Description Mike Fiedler 2017-09-07 16:02:01 UTC

Description of problem:

After logging-fluentd pods establish a session to a particular logging-mux pod via the logging-mux service, they never let go. When the logging-mux deploymentconfig is scaled up, the new logging-mux pod never gets any of the sessions from the logging-fluentd pods.

Logging might need to use the reconnect_interval parameter for the secure forward plugin to assist with session spreading when logging-mux is scaled up. It claims to have a default of 5 seconds, but that's not what I am seeing.

https://docs.fluentd.org/v0.12/articles/out_secure_forward#reconnectinterval-time

Session spreading can currently be forced by restarting all of the logging-fluentd pods (tag nodes logging-infra-fluent=false and then back to true)

Version-Release number of selected component (if applicable): logging v3.6.173.0.27

How reproducible: Always when scaling logging-mux up while existing logging-fluentd sessions exist

Steps to Reproduce:

1. Deploy logging with the logging-mux enabled (sample inventory below) in an environment with multiple compute nodes
2. Verify the current sessions going through logging-mux with oc exec <logging-mux-pod> -- ss -tnpi (pipe to wc -l if desired)
3. oc scale --replicas=2 dc/logging-mux
4. Repeat the oc exec command for each logging-mux and verify all sessions are still on the original logging-mux
5. Run some logging traffic and wait a while.
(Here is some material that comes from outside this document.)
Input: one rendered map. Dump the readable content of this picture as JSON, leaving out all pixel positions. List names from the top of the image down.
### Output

Repeat step 4

Actual results:

Sessions stay with the original logging-mux pod and do not spread to additional logging-mux pods when the dc is scaled up

Expected results:

Sessions balance between the pods over time

Comment 1 Peter Portante 2017-09-09 19:20:44 UTC

I think we might be disabling reconnecting by default, see https://github.com/openshift/origin-aggregated-logging/blob/master/fluentd/configs.d/openshift/output-es-config.conf#L19

Comment 2 Mike Fiedler 2017-09-12 13:34:00 UTC

The non-mux case has the same issue.  With a 3 node elasticsearch cluster, if an ES deploymentconfig is scaled down and back up the new ES pod will never get sessions from any fluentd clients.
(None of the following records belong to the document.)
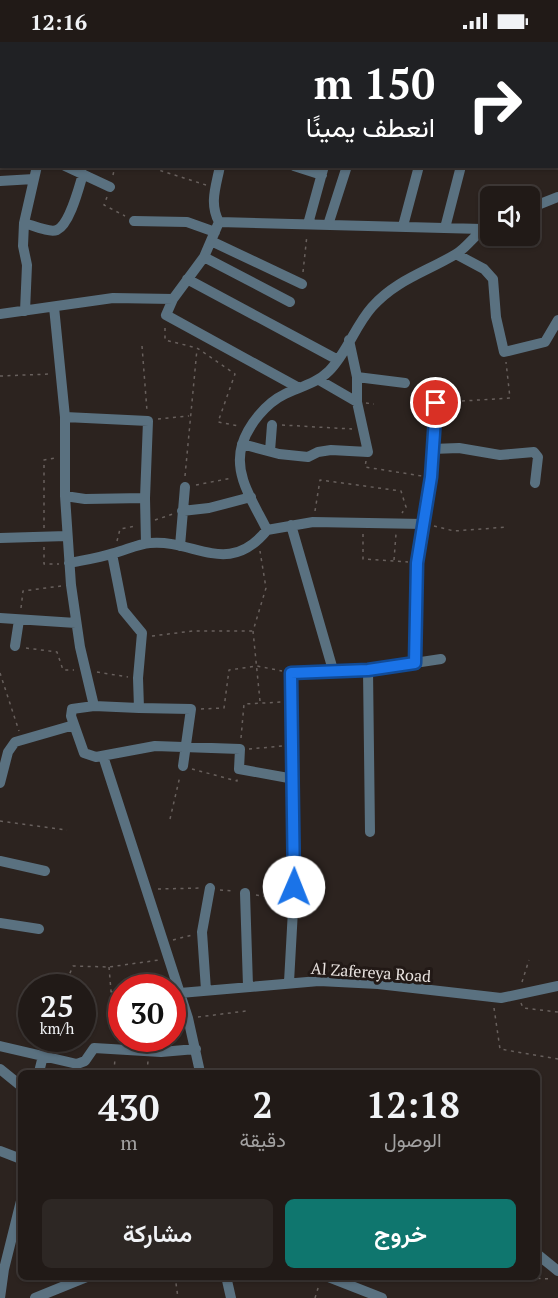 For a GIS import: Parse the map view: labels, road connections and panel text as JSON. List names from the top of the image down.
{
  "streets": {
    "street": ["Al Zafereya Road"]
  },
  "page": {
    "status": "12:16",
    "turn": ["150 m", "انعطف يمينًا"],
    "speed": "25 km/h",
    "limit": "30",
    "eta": [
      "12:18",
      "الوصول",
      "2",
      "دقيقة",
      "430",
      "m"
    ],
    "buttons": ["خروج", "مشاركة"]
  }
} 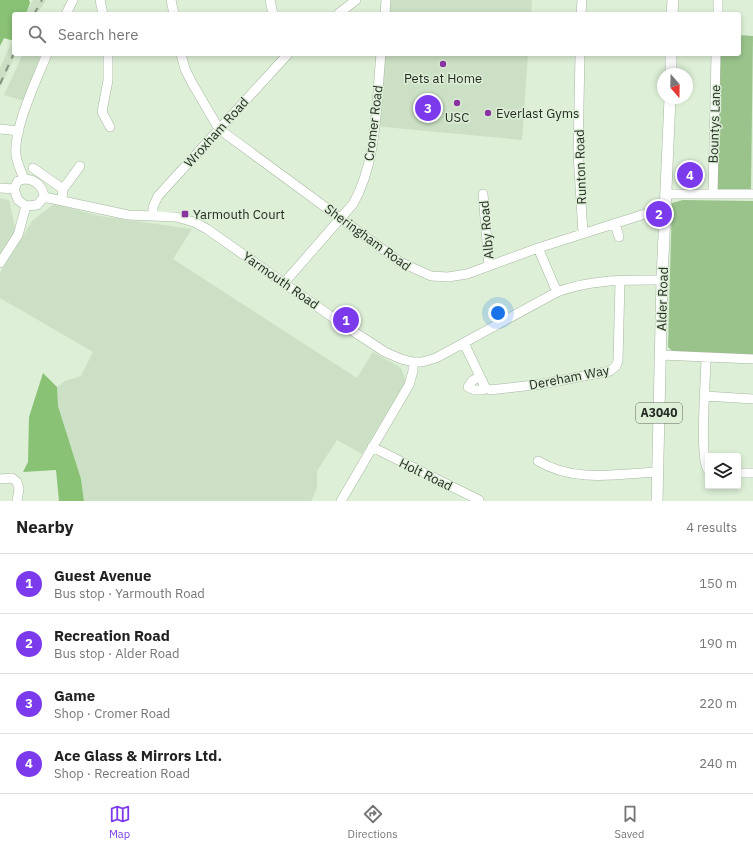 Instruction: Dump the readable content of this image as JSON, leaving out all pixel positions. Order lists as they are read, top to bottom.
{
  "streets": {
    "main road": ["Alder Road", "A3040"],
    "street": [
      "Cromer Road",
      "Bountys Lane",
      "Wroxham Road",
      "Runton Road",
      "Alby Road",
      "Sheringham Road",
      "Yarmouth Road",
      "Dereham Way",
      "Holt Road"
    ]
  },
  "crossings": [
    ["Cromer Road", "Sheringham Road"],
    ["Cromer Road", "Yarmouth Road"],
    ["Wroxham Road", "Sheringham Road"],
    ["Wroxham Road", "Yarmouth Road"],
    ["Runton Road", "Sheringham Road"],
    ["Alby Road", "Sheringham Road"],
    ["Yarmouth Road", "Alder Road"],
    ["Yarmouth Road", "Dereham Way"]
  ],
  "places": {
    "other": ["Pets at Home", "USC", "Everlast Gyms"],
    "transit": ["Yarmouth Court"]
  },
  "north": "bottom",
  "page": {
    "search": "Search here",
    "pins": [
      "3",
      "4",
      "2",
      "1"
    ],
    "heading": ["Nearby", "4 results"],
    "list": [
      {
        "mark": "1",
        "name": "Guest Avenue",
        "note": "Bus stop · Yarmouth Road",
        "value": "150 m"
      },
      {
        "mark": "2",
        "name": "Recreation Road",
        "note": "Bus stop · Alder Road",
        "value": "190 m"
      },
      {
        "mark": "3",
        "name": "Game",
        "note": "Shop · Cromer Road",
        "value": "220 m"
      },
      {
        "mark": "4",
        "name": "Ace Glass & Mirrors Ltd.",
        "note": "Shop · Recreation Road",
        "value": "240 m"
      }
    ],
    "nav": ["Map", "Directions", "Saved"]
  }
}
Changing the summary of this bz - the core issue is fluentd never reconnects to help with session spreading.

Comment 3 Jeff Cantrill 2017-10-06 14:59:34 UTC

Closing in favor of RFE trello card

Comment 4 Jeff Cantrill 2017-10-06 15:07:18 UTC

*** Bug 1448951 has been marked as a duplicate of this bug. ***

Comment 6 Peter Portante 2017-10-06 23:50:57 UTC

I agree with Mike, tracking this as a trello card is worth while, but the bug appears to be present with all versions of aggregated logging which use fluentd.  Seems like we need to keep this open, and clone this to all the versions we support.
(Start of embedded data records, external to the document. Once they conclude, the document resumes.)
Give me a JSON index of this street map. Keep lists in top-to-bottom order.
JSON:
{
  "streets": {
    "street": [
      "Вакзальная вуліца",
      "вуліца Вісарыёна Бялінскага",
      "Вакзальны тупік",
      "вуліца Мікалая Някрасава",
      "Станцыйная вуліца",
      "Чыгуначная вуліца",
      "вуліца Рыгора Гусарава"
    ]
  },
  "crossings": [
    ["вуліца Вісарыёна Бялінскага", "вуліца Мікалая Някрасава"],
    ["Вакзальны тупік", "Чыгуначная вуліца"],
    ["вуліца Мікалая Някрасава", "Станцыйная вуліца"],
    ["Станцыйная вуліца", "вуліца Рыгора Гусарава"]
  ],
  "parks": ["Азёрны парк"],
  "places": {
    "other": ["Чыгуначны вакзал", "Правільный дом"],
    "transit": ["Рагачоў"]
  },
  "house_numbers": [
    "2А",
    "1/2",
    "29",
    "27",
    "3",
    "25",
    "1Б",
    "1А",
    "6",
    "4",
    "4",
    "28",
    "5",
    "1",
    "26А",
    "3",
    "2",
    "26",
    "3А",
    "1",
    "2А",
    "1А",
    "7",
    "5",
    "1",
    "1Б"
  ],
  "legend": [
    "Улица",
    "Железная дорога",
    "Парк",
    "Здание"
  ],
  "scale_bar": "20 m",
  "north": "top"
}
Comment 9 Rich Megginson 2018-08-13 22:24:58 UTC

https://github.com/uken/fluent-plugin-elasticsearch/pull/459 has merged

Comment 10 openshift-github-bot 2018-08-14 19:39:51 UTC

Commits pushed to master at https://github.com/openshift/origin-aggregated-logging

https://github.com/openshift/origin-aggregated-logging/commit/f084fee4de8c32f83c53694058320e6dc3e5d170
Bug 1489533 - logging-fluentd needs to periodically reconnect to logging-mux or elasticsearch to help balance sessions

https://bugzilla.redhat.com/show_bug.cgi?id=1489533

https://github.com/uken/fluent-plugin-elasticsearch/pull/459
implements support for reloading connections when the
Elasticsearch is behind a proxy/load balancer, as in our case,
and allows specifying the reload interval in terms of the
number of operations.

This PR adds support for the following env. vars which can be
set in the fluentd daemonset/mux deployment.  The ability to
set these is provided primarily for experimentation, not something
which will ordinarily require tuning in production.
`ES_RELOAD_CONNECTIONS` - boolean - default `true`
`ES_RELOAD_AFTER` - integer - default `100`
`ES_SNIFFER_CLASS_NAME` - string - default `Fluent::Plugin::ElasticsearchSimpleSniffer`
There are also `OPS_` named env. vars which will override the
corresponding `ES_` named env. var.

That is, by default, fluentd will reload connections to
Elasticsearch every 100 operations (NOTE: not every 100 records!)
These include internal `ping` operations, so will not exactly
correspond to each bulk index request.

https://github.com/openshift/origin-aggregated-logging/commit/0ecf76a77627c2205f78da6c9ace4dbdc6b72197
Merge pull request #1284 from richm/bug-1489533

Bug 1489533 - logging-fluentd needs to periodically reconnect to logging-mux or elasticsearch to help balance sessions

Comment 16 Mike Fiedler 2018-08-23 17:01:36 UTC

Tested this with varying workloads from 50 to 700 messages/second/node from 100 pods per node, each in its own namespace.   Tested with RELOAD off, default (100 operations) and 250 operations.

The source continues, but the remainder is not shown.